Newsletter: Summer, 2002
Healing Future Generations
Patricia Mathes Cane, Ph.D. Capaticar Founder/Co-Director
Capacitar's summer workshops in Central America, Indonesia, East Timor and Africa focused on grassroots groups that included many young people who are committed to healing future generations and renewing their communities battered by the violence of the past. Most of these participants were born into desperate worlds, victims of violence in both home and society. Their presence in the workshops was a sign of hope, and their enthusiasm and wisdom inspired.
In Nicaragua teens from Ciudad Sandino, a large very poor barrio near Managua, participated in our Spirituality and Leadership training sponsored by the popular education center CANTERA. This workshop spanned the generations from 14 to 69. One enthusiastic 14 year-old described how he planned to teach what he had learned to his youth group so that his friends could also benefit from positive healing and spirituality. He spoke about the negativity and desperation of some of his peers who felt they had no future. Some had even contemplated suicide. This young man had the great wisdom to see that if he wasn't committed to changing the world into which he was born, then there really was no hope.
In East Timor, one of the concerns of the Capacitar team there is to reach the children. They brought together approximately 70 children for the workshops in June and July and the children responded enthusiastically to the practices.
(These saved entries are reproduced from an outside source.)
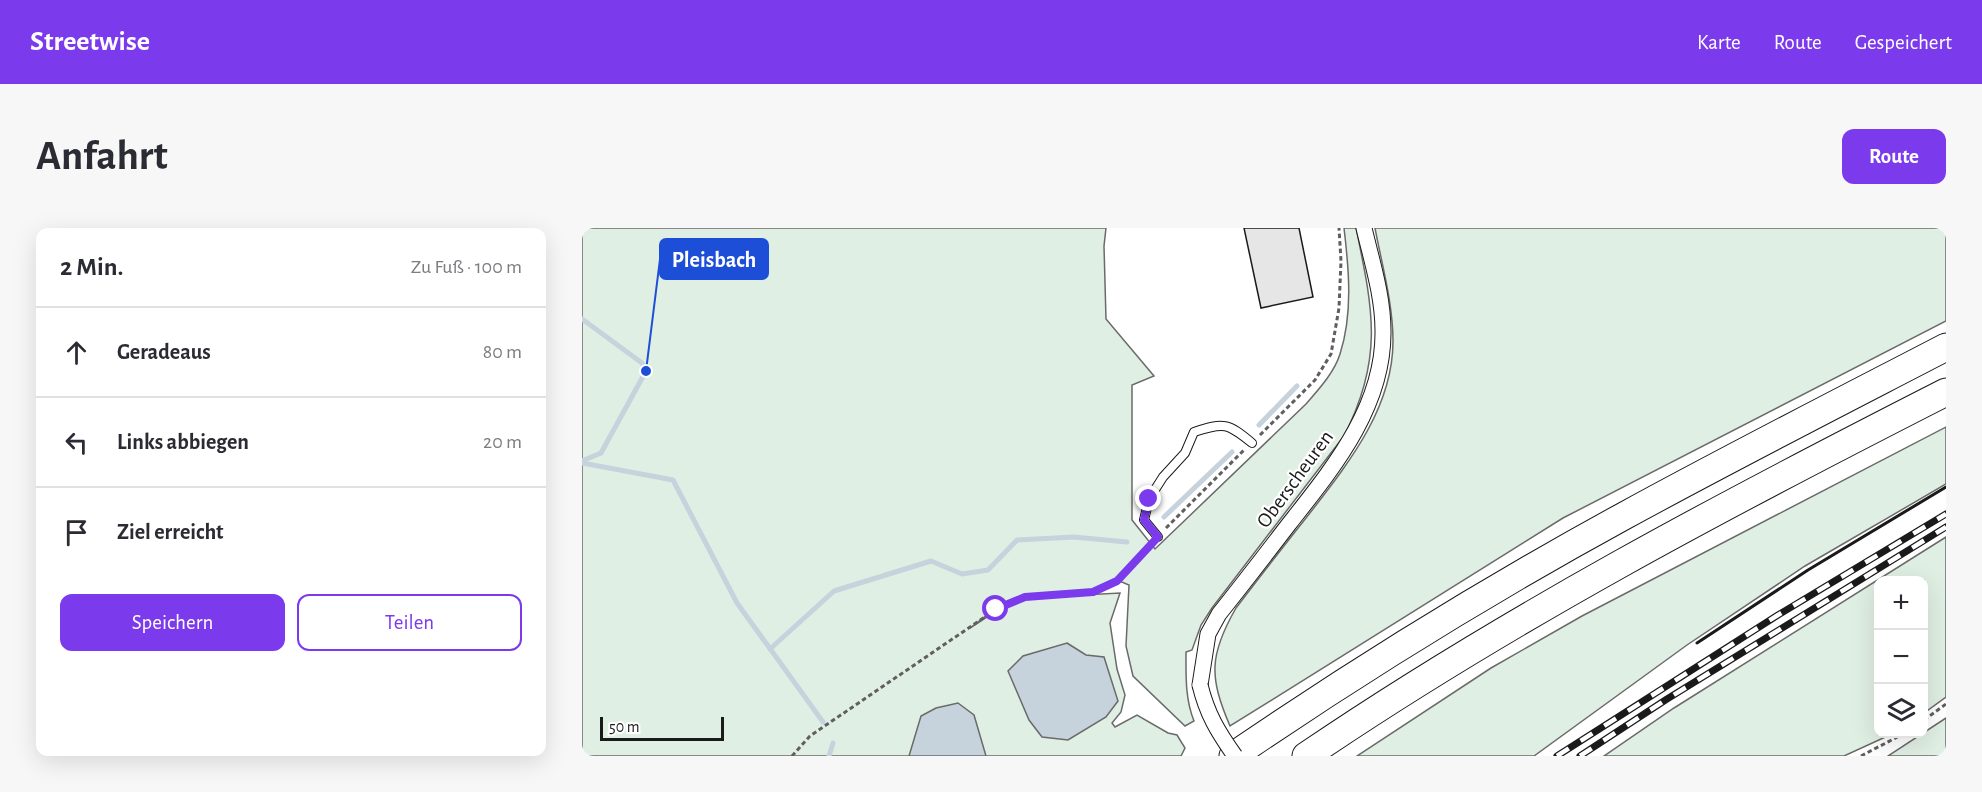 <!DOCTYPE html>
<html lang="de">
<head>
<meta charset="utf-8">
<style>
  body { margin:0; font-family:"Alegreya Sans",sans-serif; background:#f7f7f7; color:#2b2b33 }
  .controls { position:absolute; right:18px; bottom:18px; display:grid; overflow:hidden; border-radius:12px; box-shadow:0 6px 24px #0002 }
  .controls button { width:54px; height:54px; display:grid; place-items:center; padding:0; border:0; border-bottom:2px solid #e1e1e2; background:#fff; color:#2b2b33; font:30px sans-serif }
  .scale { position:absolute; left:18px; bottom:15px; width:124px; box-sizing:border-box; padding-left:6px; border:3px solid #1a1a1a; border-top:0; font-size:16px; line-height:21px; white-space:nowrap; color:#1a1a1a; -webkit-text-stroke:4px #fff; paint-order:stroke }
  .stop { position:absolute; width:18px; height:18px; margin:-14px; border:4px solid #7c3aed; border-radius:50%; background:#fff }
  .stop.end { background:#7c3aed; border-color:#fff; box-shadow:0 2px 6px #0008 }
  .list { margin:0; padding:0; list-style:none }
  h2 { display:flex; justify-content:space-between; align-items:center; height:78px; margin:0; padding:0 24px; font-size:26px }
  h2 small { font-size:20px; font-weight:400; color:#7c7c81 }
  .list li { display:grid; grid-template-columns:39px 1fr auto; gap:18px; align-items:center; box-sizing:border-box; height:90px; padding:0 24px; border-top:2px solid #e1e1e2 }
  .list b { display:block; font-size:22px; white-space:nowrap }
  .list em { font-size:20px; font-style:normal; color:#7c7c81 }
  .actions { display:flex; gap:12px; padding:18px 24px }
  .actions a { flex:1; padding:14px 0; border:2px solid #7c3aed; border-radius:12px; text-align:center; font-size:21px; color:#7c3aed }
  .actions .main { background:#7c3aed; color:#fff }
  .icon { flex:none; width:33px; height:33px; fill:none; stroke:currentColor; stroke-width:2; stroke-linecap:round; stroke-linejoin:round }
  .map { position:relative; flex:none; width:1364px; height:528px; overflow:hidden; border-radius:12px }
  header { display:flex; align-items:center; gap:36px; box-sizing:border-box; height:84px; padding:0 30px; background:#7c3aed; color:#fff }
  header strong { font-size:28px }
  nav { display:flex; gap:33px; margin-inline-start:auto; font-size:21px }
  .intro { display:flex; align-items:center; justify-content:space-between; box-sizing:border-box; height:144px; padding:0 36px }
  h1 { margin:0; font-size:42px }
  .button { padding:15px 27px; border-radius:12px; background:#7c3aed; color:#fff; font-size:21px; font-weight:700 }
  main { display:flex; gap:36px; padding:0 36px }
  aside { flex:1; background:#fff; border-radius:12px; box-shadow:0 6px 24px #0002 }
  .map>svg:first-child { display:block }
  .green { fill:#e0efe3; stroke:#6a6a6a; stroke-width:1.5 }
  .water { fill:#c6d2dc; stroke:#6a6a6a; stroke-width:1.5 }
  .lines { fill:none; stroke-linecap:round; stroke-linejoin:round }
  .stream { stroke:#c6d2dc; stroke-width:5 }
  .building { fill:#e6e6e6; stroke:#1a1a1a; stroke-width:1.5 }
  .lane-casing { stroke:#1a1a1a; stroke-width:10 }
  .street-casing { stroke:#1a1a1a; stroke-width:17 }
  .highway-casing { stroke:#1a1a1a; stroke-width:29 }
  .path { stroke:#5f5f5f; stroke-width:3; stroke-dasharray:4.5 3; stroke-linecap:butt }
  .lane { stroke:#fff; stroke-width:8 }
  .street { stroke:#fff; stroke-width:15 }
  .highway { stroke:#fff; stroke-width:27 }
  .rail-casing { stroke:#1a1a1a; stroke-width:7 }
  .rail { stroke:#fff; stroke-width:4.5; stroke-dasharray:14; stroke-linecap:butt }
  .street-bridge-casing { stroke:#1a1a1a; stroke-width:17; stroke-linecap:butt }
  .street-bridge { stroke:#fff; stroke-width:15 }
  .wall { stroke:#1a1a1a; stroke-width:3 }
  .route { stroke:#7c3aed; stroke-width:8 }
  .labels { text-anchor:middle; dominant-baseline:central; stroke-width:4.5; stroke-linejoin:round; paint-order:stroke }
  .street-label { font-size:21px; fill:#1a1a1a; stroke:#fff }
  .leader { fill:none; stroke:#1d4ed8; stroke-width:2 }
  .callout-dot { fill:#1d4ed8; stroke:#fff; stroke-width:2 }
  .callout { fill:#1d4ed8; stroke:#1d4ed8; stroke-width:2 }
  .callout-label { font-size:22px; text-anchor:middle; font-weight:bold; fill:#fff }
</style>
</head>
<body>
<header>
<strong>Streetwise</strong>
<nav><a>Karte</a><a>Route</a><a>Gespeichert</a></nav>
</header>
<div class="intro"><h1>Anfahrt</h1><a class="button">Route</a></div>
<main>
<aside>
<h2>2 Min.<small>Zu Fuß · 100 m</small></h2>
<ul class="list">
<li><svg class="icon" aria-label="ahead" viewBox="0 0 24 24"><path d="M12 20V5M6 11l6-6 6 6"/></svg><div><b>Geradeaus</b></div><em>80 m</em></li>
<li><svg class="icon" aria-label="left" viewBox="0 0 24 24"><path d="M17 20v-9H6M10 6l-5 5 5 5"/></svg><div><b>Links abbiegen</b></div><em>20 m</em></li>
<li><svg class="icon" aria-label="arrive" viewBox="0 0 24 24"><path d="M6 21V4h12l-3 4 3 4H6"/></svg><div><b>Ziel erreicht</b></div></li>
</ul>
<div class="actions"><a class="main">Speichern</a><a>Teilen</a></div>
</aside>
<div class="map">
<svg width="1364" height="528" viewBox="0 0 1364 528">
  <rect width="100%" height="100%" fill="#fff"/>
  <path class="green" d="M0 0H524L522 18 524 91 572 148 550 157V292L573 321 724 176C737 161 752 145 758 126 771 85 767 42 762 0H774C791 82 802 130 762 208L630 380 619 397 610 422 604 424C604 447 603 471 612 493L603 498 551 448 544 418 547 357 535 352 510 363 442 368 413 381 388 400 414 383 444 370 538 365 528 395 535 441 543 467 539 484 530 495 533 499 555 487 586 505 595 507 603 520 599 528H0Z
    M793 0H1364V93L981 290 648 498C627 449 627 427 654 380 677 350 700 320 724 290 764 238 811 182 811 113 811 76 800 37 793 0Z
    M1364 199V256L1223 338 1105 417 952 528H775L909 440 1000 388Z
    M1364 309V469L1342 485V352H1296V506H1310L1262 528H1022L1092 480Z
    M1364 490V528H1306Z"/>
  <path class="water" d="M485 415 504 427 522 429 536 473 524 489 486 512 460 509 447 492 426 443 441 428Z
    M376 475 392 487 404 528H327L339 488 354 480Z"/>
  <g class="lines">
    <path class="stream" d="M0 91 60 135 64 143 19 225 0 233
      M677 197 715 158
      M0 235 91 252 155 375 241 494
      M582 289 650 224
      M188 421 252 363 349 333 380 346 406 342 435 312 492 309 545 314
      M247 528 251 515"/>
  </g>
  <path class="building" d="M662 0H717L731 69 679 80Z"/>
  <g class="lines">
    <g class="lane-casing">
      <path id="lane" d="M576 309 562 292 567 271 581 249 603 225 612 204C642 194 646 195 670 215"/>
    </g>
    <g class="street-casing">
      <path id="street" d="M618 457 626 406 637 386C661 356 684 326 707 296 751 240 802 179 801 103 801 68 790 34 782 0"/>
    </g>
    <g class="highway-casing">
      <path id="highway" d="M651 528C777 442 908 361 1042 288 1148 230 1256 175 1364 119
        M724 528C927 390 1146 275 1364 164"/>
    </g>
    <path class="path" d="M678 207 733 152 749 126 757 80 759 33 757 0
      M584 300 662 222
      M1342 492 1364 476
      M210 528 228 508 413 382 443 369 511 364 535 353 569 316
      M1279 528 1321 506"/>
    <use href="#lane" class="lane"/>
    <use href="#street" class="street"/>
    <use href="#highway" class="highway"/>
    <g class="rail-casing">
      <path id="rail" d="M975 528 1196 387 1364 286
        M998 528 1085 471 1364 299"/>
    </g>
    <use href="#rail" class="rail"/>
    <g class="street-bridge-casing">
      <path id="street-bridge" d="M618 457C625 486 636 504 653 528"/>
    </g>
    <use href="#street-bridge" class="street-bridge"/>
    <path class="wall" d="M1115 415 1226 342 1364 259"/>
  </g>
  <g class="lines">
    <path class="route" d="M414 381 443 369 511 364 535 353 576 309 562 292 567 271"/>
  </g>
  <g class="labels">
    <g class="street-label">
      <text transform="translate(713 251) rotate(-54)">Oberscheuren</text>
    </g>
  </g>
  <path class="leader" d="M64 143L78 31"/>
  <circle class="callout-dot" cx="64" cy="143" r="6"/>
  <rect class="callout" x="78" y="11" width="108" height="40" rx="6"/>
  <g class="callout-label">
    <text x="132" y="39">Pleisbach</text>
  </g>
</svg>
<div class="controls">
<button>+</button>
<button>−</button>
<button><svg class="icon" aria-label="layers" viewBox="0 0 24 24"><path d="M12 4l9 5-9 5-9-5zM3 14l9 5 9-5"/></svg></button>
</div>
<div class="scale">50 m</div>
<div class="stop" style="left:414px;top:381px"></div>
<div class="stop end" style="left:567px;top:271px"></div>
</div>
</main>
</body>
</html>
These are children who have witnessed violence or have been part of it. Now they have practices to help heal themselves and to use for preventionto keep the trauma of the past years of violence from passing from generation to generation, creating a wounded society in a country which needs all its resources to build this newly independent nation.
Riane Eisler in "Tomorrow's Children" says: "If today's children are to find faith that is grounded in reality, they need a new vision of human nature and our place in the unfolding drama of life on this Earth…They need to hold fast to their dreams, rather than give in to cynicism…They need all this for themselves, but they also need it for their children, lest they raise another generation X, struggling in this uncertain time to find identity and purpose."
Buddhist scholar Joanna Macy in her book "Coming Back to Life" speaks of the importance of being in "Deep Time"living the present in a way that we are connected with past and future generations. Macy describes how to make the transition to a life-sustaining society. We must begin to act like ancestors, attuned to longer ecological rhythms, nourishing a strong, felt connection with past and future generations. As Capacitar we "elders" are committed to this heartfelt connection walking in solidarity with youth to heal and transform the violent legacy of the past so that future generations can live in wholeness.